Prison directorate officials said that 13,622 people landed in jail in drugs-related cases being arrested in the anti-drug drive in May 12-27.
They said that the number of inmates was highest on Thursday since 2005, when 73,192 inmates were in jail against the official capacity of 28,668.
The number of inmates began rising in February before Bangladesh Nationalist Party chairperson Khaleda Zia was jailed on February 8 in a graft case filed during military-backed interim regime.
The number of inmates was about 77,500 with average release of 2,000 people and landing of 1,200 people per day in early February. The number reached 80,697 on May 12.
Available statistics showed that highest 4,356 people landed in jail in Dhaka division in drugs cases followed by 2,797 in Rajshahi, 1,880 in Chittagong, 1,455 in Rangpur, 1,103 in Jessore region, 865 in Mymensingh, in 595 in Barisal and 571 in Sylhet.
Home affairs minister Asaduzzaman Khan told reporters at his office on May 30 that usually 15 per cent of the inmates in prisons were suspects in drugs cases and the percentage now became 30 because of the anti-drug drive.

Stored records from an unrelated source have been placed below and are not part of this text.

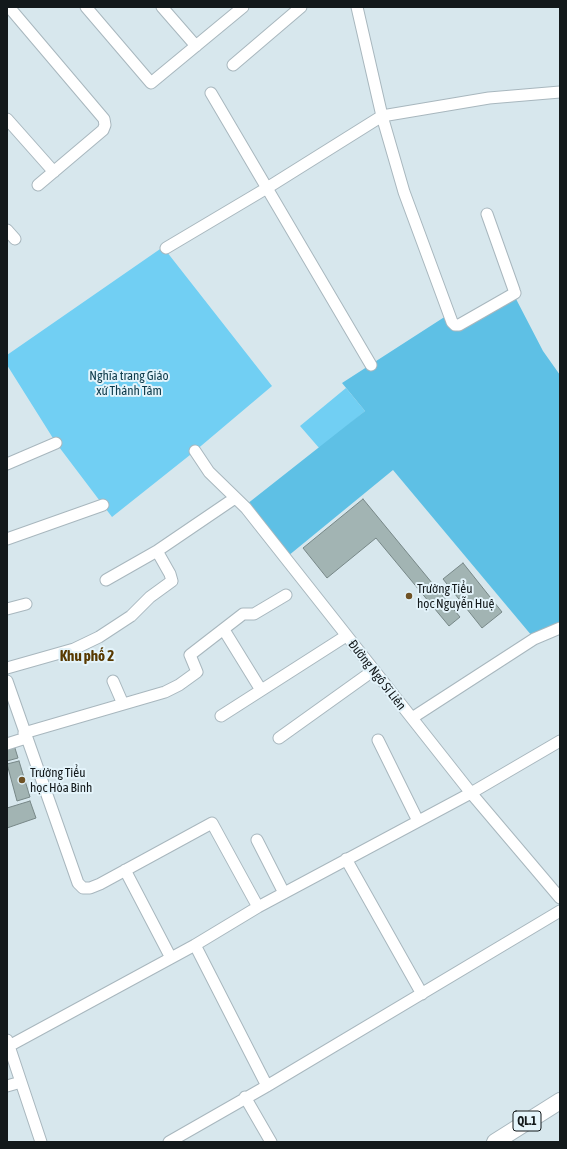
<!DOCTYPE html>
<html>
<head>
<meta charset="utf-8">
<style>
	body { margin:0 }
	#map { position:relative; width:567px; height:1149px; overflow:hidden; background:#d7e7ed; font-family:"Asap Condensed",sans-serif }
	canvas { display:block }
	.frame { position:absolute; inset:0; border:8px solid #13191b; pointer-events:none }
</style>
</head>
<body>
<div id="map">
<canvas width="567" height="1149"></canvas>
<div class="frame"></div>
</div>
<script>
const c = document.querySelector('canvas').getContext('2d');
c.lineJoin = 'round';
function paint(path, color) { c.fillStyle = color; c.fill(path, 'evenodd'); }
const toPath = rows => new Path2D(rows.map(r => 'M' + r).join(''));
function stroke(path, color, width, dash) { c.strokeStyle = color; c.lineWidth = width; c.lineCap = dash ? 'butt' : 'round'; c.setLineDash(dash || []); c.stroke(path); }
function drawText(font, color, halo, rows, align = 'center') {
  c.font = font + ' "Asap Condensed",sans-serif'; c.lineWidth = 4; c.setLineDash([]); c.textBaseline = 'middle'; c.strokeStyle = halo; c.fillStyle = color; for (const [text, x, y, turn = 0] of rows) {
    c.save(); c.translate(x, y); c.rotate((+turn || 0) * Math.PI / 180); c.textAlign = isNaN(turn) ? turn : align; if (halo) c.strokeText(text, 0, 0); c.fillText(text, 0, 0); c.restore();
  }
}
paint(toPath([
	[163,247,272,386,195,451,112,517,56,443,7,365,7,355],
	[346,388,365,411,320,449,300,426]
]), '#71cff3');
paint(toPath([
	[515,297,543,351,560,375,560,625,532,636,393,470,288,556,247,504,365,411,342,383,446,316,449,324]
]), '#5ec0e5');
const building = toPath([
	[363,499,460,617,449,626,376,538,327,578,303,548,363,499],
	[463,563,502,612,482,628,443,579,463,563],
	[14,745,18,758,7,761,7,747,14,745],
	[19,761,30,797,17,801,7,764,19,761],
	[30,801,36,818,7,828,7,808,30,801]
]);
paint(building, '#a2b4b3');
stroke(building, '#778787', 1);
const minor = toPath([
	[9,7,104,119,105,125,103,130,38,185],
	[86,7,151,83,243,7],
	[162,7,196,46],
	[357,7,382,116,404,192,452,322,455,325,459,325,515,293],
	[233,65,301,7],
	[211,93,371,365],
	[7,119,54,172],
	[487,214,514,290],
	[7,230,15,239],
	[166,248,267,188,382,116,489,98,560,92],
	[195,451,209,472,246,508,471,793,560,898],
	[7,464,56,443],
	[7,539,103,505],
	[106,580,157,551,235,498],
	[7,609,26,604],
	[224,630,261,690],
	[7,668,74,649,99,637,131,616,150,597,172,581,170,574,157,551],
	[7,681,78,883,83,888,90,888,100,884,212,823,258,907],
	[113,681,123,704],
	[221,716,346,636],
	[412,718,534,639,560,628],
	[24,733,165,692,179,685,197,672,190,655,243,614,254,614,286,595],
	[279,738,374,670],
	[378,740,418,821],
	[7,744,26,738],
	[257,840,284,893],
	[346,859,422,994],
	[125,870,171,958],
	[195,945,267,1086],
	[7,1040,41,1142],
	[9,1046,195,945,258,907,471,793,560,741],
	[7,1086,21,1082],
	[245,1097,271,1142],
	[169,1142,267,1086,560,911]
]);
const highway = toPath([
	[495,1142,560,1101]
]);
stroke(minor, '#a8b7be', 13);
stroke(highway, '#a8b7be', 18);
stroke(minor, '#fff', 11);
stroke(highway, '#fff', 16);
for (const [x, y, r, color] of [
	[409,596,4,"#6f5225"],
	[22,780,4,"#6f5225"]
]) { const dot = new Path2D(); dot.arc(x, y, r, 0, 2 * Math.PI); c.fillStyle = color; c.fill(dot); stroke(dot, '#e4f4fb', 1.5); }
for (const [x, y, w] of [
	[527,1121,28]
]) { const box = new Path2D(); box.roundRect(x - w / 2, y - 10, w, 20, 3); c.fillStyle = '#e4f4fb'; c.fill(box); stroke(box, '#13191b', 1); }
drawText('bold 12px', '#13191b', null, [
	["QL.1",527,1121]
]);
drawText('13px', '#0d3a4a', '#e4f4fb', [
	["Nghĩa trang Giáo",129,376],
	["xứ Thánh Tâm",129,391]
]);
drawText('13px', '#13191b', '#e4f4fb', [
	["Trường Tiểu",417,589],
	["học Nguyễn Huệ",417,604],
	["Trường Tiểu",30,773],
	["học Hòa Bình",30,788]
], 'left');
drawText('13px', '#13191b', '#e4f4fb', [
	["Đường Ngô Sĩ Liên",377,675,52]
]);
drawText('bold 15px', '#583900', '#e4f4fb', [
	["Khu phố 2",87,656]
]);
</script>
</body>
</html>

At least 129 suspected drug peddlers or abusers were killed in reported gunfights across the country until Thursday in the drive amid allegations that many of the victims were picked up by people identifying themselves as members of law enforcement agencies prior to the killing.
Prime minister Sheikh Hasina at a briefing at her official residence Ganabhaban on May 30 said that the drive did not begin all on a sudden; it was started after watching for a long time.
An official in Cox’s Bazar district police estimated at least 20 wanted drug peddling suspects had surrendered to the court to avoid ‘trouble’.
As the number of inmates increased in jails, facilities for the inmates and their human rights also were being limited.
Rights activist Nur Khan Liton said that usually the inmates faced multiple troubles due to lack of facilities inside jail. ‘When the number of inmates increased, their condition would deteriorate further.’
He suggested that the drive should be more specific in capturing actual drug peddlers and ‘petty’ offenders could be released for the overcrowded
In August 2010, the government freed 1,000 life prisoners, including those serving multiple sentences for crimes such as murder, to ease the pressure on overcrowded jails.
Officials at the home ministry said that they had already asked jail authorities to prepare a list of about 3,000 inmates serving jail terms for petty crimes to release them in phases to make spaces as the anti-drug drive would continue.
The National Human Rights Commission chairman Kazi Reazul Haque had paid his visit to Khulna jail on May 8 as part of their regular oversight but no visit he made so far after the drive had begun.